PROBLEM DESCRIPTION =
Search the records below for the word "Franprix" and show every line where it occurs.
━━━ SOURCE INFORMATION ━━━
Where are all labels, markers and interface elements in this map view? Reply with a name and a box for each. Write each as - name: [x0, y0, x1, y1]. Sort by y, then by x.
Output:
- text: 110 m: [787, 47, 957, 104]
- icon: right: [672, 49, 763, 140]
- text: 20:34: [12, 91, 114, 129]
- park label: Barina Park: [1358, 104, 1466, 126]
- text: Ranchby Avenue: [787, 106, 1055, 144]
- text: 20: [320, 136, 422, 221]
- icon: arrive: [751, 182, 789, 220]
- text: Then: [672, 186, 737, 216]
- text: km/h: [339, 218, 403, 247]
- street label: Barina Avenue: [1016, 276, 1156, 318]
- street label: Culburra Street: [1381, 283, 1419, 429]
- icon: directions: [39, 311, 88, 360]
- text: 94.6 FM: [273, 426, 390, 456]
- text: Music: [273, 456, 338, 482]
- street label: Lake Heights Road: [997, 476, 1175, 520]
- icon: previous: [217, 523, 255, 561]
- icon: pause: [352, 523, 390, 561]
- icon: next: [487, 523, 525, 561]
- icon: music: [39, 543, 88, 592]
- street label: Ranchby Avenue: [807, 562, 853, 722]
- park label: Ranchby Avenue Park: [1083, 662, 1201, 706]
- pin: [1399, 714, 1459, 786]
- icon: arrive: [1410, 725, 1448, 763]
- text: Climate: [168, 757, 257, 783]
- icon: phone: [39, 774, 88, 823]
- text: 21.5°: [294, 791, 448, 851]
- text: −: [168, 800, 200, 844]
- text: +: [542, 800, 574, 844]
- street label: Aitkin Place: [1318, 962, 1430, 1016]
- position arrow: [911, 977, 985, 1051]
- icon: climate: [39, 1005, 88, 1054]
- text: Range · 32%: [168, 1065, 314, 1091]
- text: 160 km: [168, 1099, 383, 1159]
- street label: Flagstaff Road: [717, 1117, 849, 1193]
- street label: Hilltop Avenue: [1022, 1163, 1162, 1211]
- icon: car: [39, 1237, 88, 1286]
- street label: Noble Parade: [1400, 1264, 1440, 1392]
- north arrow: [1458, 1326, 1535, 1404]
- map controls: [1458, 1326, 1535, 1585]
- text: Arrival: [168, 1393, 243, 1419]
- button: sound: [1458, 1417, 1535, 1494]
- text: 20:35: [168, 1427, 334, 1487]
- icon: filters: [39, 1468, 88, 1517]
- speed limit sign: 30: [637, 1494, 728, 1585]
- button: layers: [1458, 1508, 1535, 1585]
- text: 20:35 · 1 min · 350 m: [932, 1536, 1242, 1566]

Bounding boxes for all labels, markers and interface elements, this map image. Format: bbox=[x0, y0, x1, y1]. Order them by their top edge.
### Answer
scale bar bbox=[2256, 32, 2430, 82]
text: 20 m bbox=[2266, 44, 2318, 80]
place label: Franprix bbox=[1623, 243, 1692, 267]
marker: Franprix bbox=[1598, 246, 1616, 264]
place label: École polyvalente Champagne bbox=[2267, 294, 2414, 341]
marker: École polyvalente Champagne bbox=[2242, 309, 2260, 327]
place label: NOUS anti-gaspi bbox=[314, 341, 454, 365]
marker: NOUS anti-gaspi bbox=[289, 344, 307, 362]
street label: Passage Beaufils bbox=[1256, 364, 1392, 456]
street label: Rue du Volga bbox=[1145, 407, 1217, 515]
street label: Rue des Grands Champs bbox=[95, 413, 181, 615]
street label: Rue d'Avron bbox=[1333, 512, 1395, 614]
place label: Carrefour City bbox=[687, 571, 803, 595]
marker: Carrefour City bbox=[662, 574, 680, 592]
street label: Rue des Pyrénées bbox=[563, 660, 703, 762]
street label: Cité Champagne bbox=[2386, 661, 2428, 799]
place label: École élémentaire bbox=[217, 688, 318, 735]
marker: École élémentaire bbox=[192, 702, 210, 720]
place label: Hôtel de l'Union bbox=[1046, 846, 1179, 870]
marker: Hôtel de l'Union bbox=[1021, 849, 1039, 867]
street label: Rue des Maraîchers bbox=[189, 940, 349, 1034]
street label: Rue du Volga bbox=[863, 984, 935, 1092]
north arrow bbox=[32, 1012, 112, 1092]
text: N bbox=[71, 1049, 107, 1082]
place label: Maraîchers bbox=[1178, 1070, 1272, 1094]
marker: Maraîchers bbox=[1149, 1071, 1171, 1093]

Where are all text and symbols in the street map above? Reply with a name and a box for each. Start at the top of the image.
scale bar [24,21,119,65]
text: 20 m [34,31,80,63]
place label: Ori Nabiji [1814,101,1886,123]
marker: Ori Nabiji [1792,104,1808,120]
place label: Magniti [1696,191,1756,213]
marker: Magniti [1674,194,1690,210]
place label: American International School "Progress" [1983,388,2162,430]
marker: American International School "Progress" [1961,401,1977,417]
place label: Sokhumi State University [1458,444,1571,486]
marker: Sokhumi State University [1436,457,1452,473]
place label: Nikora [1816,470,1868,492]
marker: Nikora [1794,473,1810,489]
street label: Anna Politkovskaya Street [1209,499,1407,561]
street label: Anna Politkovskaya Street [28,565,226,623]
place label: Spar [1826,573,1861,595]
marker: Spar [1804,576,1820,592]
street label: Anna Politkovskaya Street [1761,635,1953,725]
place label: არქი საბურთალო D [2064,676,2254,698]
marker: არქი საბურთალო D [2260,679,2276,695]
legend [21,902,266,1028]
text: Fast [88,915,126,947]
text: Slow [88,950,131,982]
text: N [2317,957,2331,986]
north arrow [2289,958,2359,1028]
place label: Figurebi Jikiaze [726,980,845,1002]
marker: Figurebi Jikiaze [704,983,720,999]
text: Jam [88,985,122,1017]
━━━
OUTPUT OF THE TASK =
place label: Franprix bbox=[1623, 243, 1692, 267]
marker: Franprix bbox=[1598, 246, 1616, 264]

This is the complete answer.